Peki kendisini bu düzeyde zora sokan bir çatışmaya AKP niçin girdi? Durup dururken Rusya uçağını neden vurarak kendini bu duruma düşürdü? Öyle ya, bu durumun ortaya çıkmasına uçak vurma olayı neden oldu ve onu da AKP Hükümeti yaptı. Kuşkusuz Rusya uçağını vururken AKP Yönetimi sonucun böyle olmasını istemiyordu ve planlamamıştı. AKP planına göre, söz konusu uçak olayı bir NATO-Rusya çatışması yaratacak, bu temelde AKP de NATO’nun desteğini daha çok alacaktı. Dahası Rojava Kürtleri DAİŞ karşıtı koalisyondan koparılarak Rusya’nın yanına itilip tecrit edilecekti. Yani AKP’nin bu tür provokatif olaylara başvurmasının altında yatan Kürt karşıtlığı ve düşmanlığıydı.
Tabi AKP şimdilik Kürtler arasında da ayrım yapıyor. PKK Kürtlüğünü karşısına alıp ezmeye çalışırken, bu amaca hizmet ettiği oranda KDP Kürtlüğüyle ilişki kuruyor. KDP ile mevcut sıcak ilişkileri buradan kaynaklanıyor. Musul yakınlarına asker göndererek KDP’ye askeri eğitim vermesi de bu amaç doğrultusunda gerçekleşiyor. Tabi PKK’den sonra sıranın KDP’ye geleceği de biliniyor. Mevcut AKP Hükümeti her şeyin başına Kürt karşıtlığını koymuş bulunuyor.

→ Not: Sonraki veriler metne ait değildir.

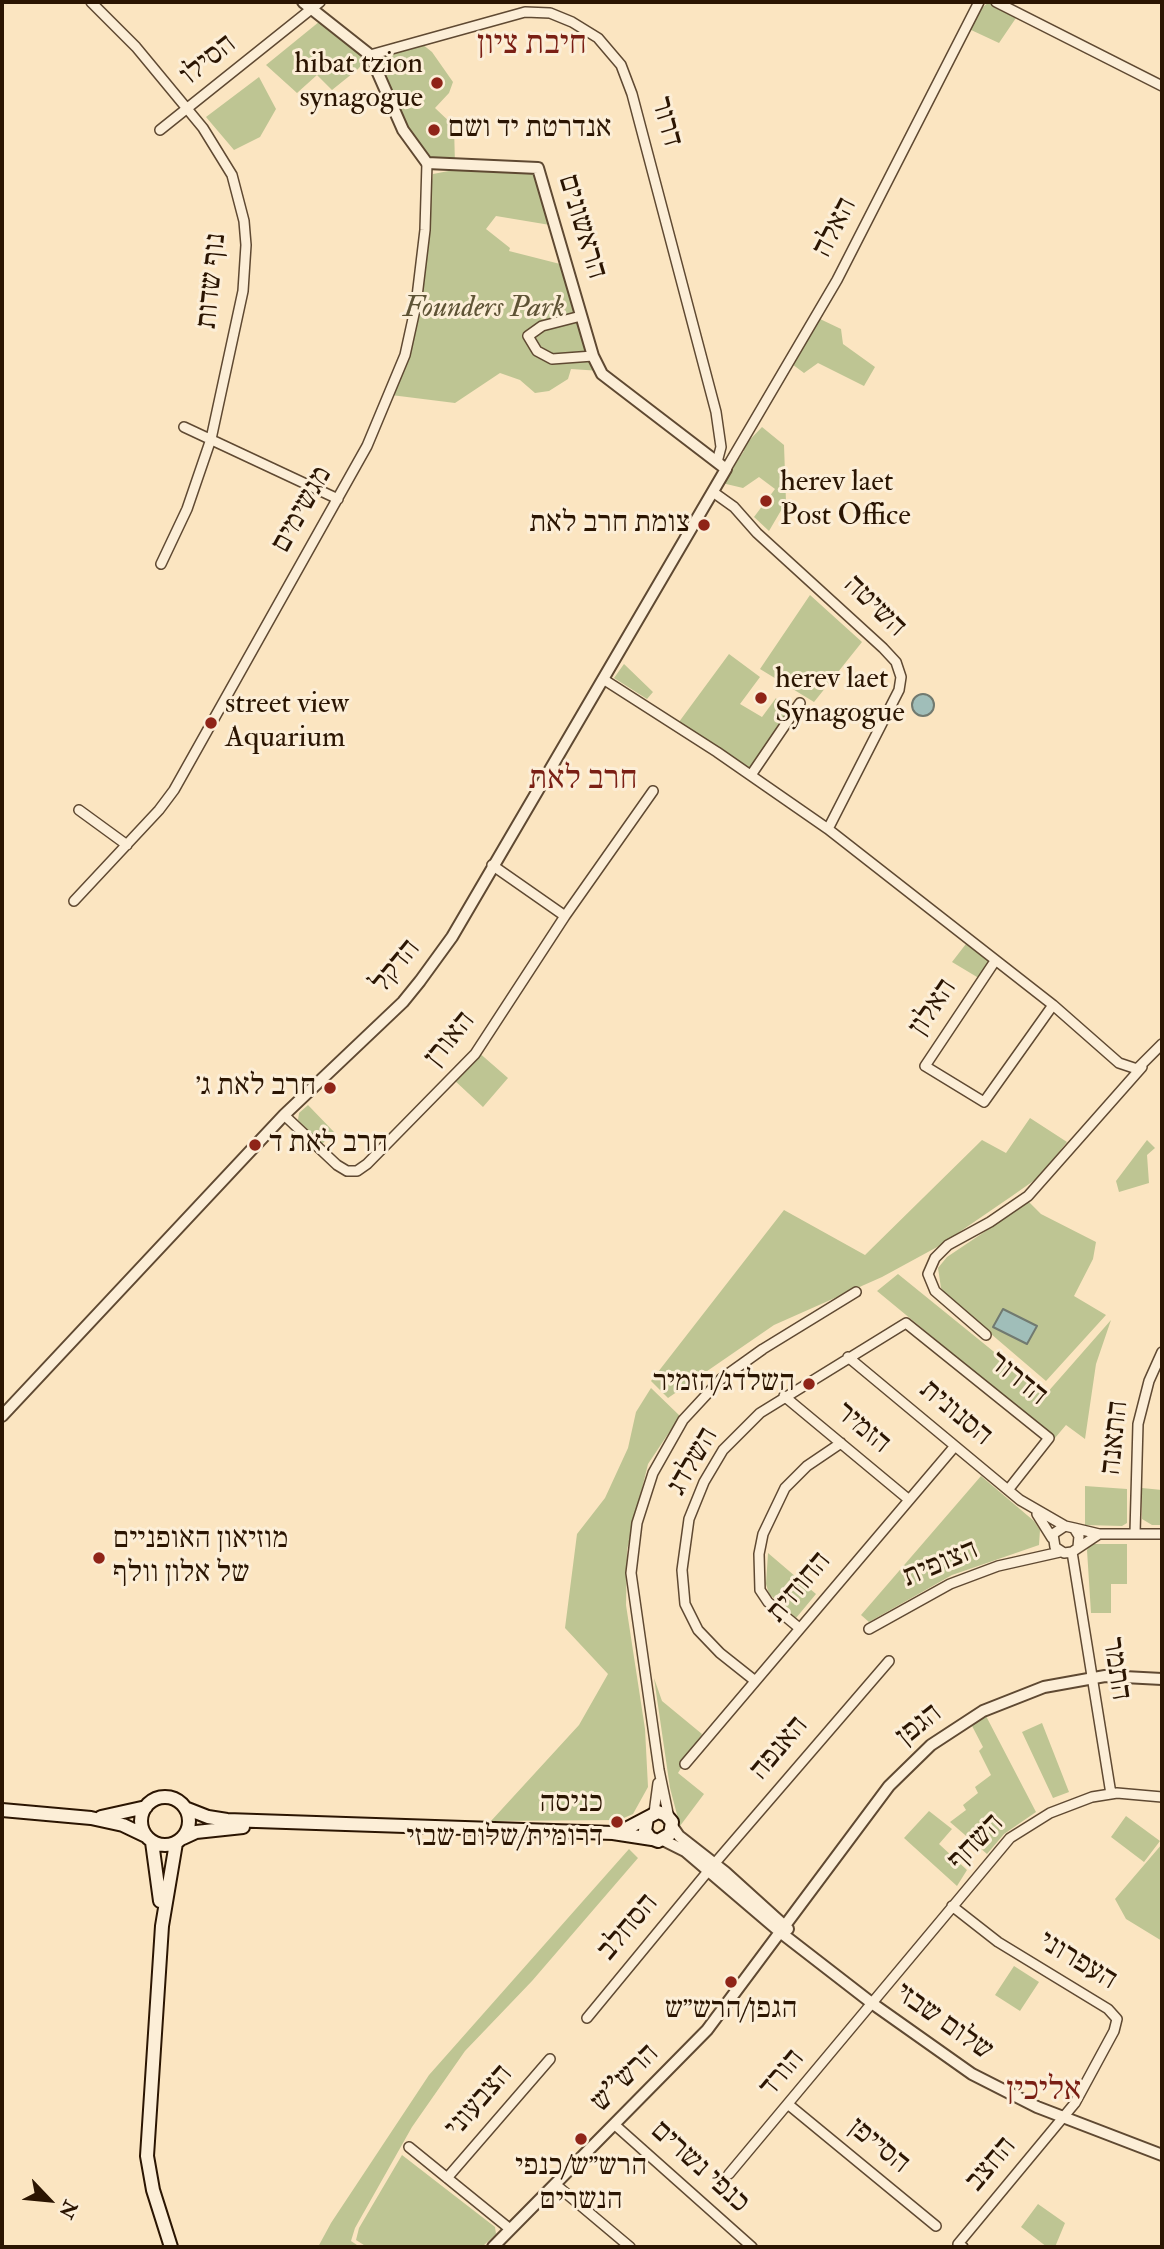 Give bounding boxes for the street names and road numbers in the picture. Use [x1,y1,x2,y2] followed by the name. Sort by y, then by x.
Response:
[174,28,244,94] street label: הסילו
[641,93,689,151] street label: דרור
[548,171,614,283] street label: הראשונים
[806,192,866,264] street label: האלה
[190,231,236,331] street label: נוף שדות
[265,460,341,560] street label: מגשימים
[835,568,913,646] street label: השיטה
[364,933,430,1001] street label: הדקל
[902,973,966,1043] street label: האלון
[418,1005,484,1075] street label: האורן
[980,1345,1054,1415] street label: הדרור
[911,1373,999,1455] street label: הסנונית
[827,1395,897,1463] street label: הזמיר
[1094,1399,1138,1477] street label: התאנה
[660,1422,728,1502] street label: השלדג
[898,1533,984,1597] street label: הצופית
[760,1545,840,1631] street label: החוחית
[1092,1635,1138,1703] street label: התמר
[890,1697,950,1755] street label: הגפן
[743,1710,817,1788] street label: האנפה
[941,1807,1013,1879] street label: השחף
[591,1887,667,1969] street label: הסחלב
[1031,1925,1123,1999] street label: העפרוני
[887,1976,999,2070] street label: שלום שבזי
[584,2037,668,2121] street label: הרש''ש
[753,2043,813,2105] street label: הורד
[438,2058,522,2146] street label: הצבעוני
[840,2111,916,2183] street label: הסייפן
[642,2114,756,2222] street label: כנפי נשרים
[959,2130,1025,2200] street label: החצב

Cizre’den Yüksekova’ya, Nusaybin’den Silvan’a kadar Kürt şehir ve kasabalarını polis terörüyle ezmeye çalışırken, tüm Türkiye ve dış siyasetini de bu stratejiye bağlı olarak yürütüyor. Örneğin Kürt direnişine destek veren demokratik güçleri korkutup sindirmeye çalışıyor. Suruç ve Ankara katliamları bu amaçla gerçekleştirildi. Can Dündar ve Erdem Gül bu nedenle tutuklandı. Burada AKP’nin planı açıktır. Türkiye’nin demokratik güçlerini sindirerek Kürt direnişini yalnız bırakmak ve ezmek istiyor. Kürt direnişi ile Türkiye demokrasi hareketinin birliğini engellemeye çalışıyor. Kürdistan’da çok sert bir çatışma yaşanır ve faşizme karşı kahramanca bir direniş yürütülürken, faşizme karşı direnişin metropollere yayılmasını engellemek istiyor.
İşte AKP’nin bu planını görmek ve başarısına fırsat vermemek gerekiyor. Bunun için de Türkiye demokrasi bloğunu daha çok büyütmek ve faşizme karşı direnişi metropollerde çok etkili olarak geliştirmek gerekiyor. Unutmayalım ki, AKP faşizmini yenmenin yolu demokratik birliği ve direnişi büyütmek oluyor. Bu durum tüm demokratik güçlere, kadın ve gençlik örgütlerine, partilere ve sendikalara çok önemli görevler yüklüyor. AKP saldırıları karşısında görmezden gelmek ve parçalı durmak tehlikelidir. Bu duruşun AKP faşizmine güç verdiği açıktır. O halde faşizmi yenilgiye uğratabilmek için demokratik birliği ve direnişi yükseltmek hepimizin vazgeçilmez görevidir.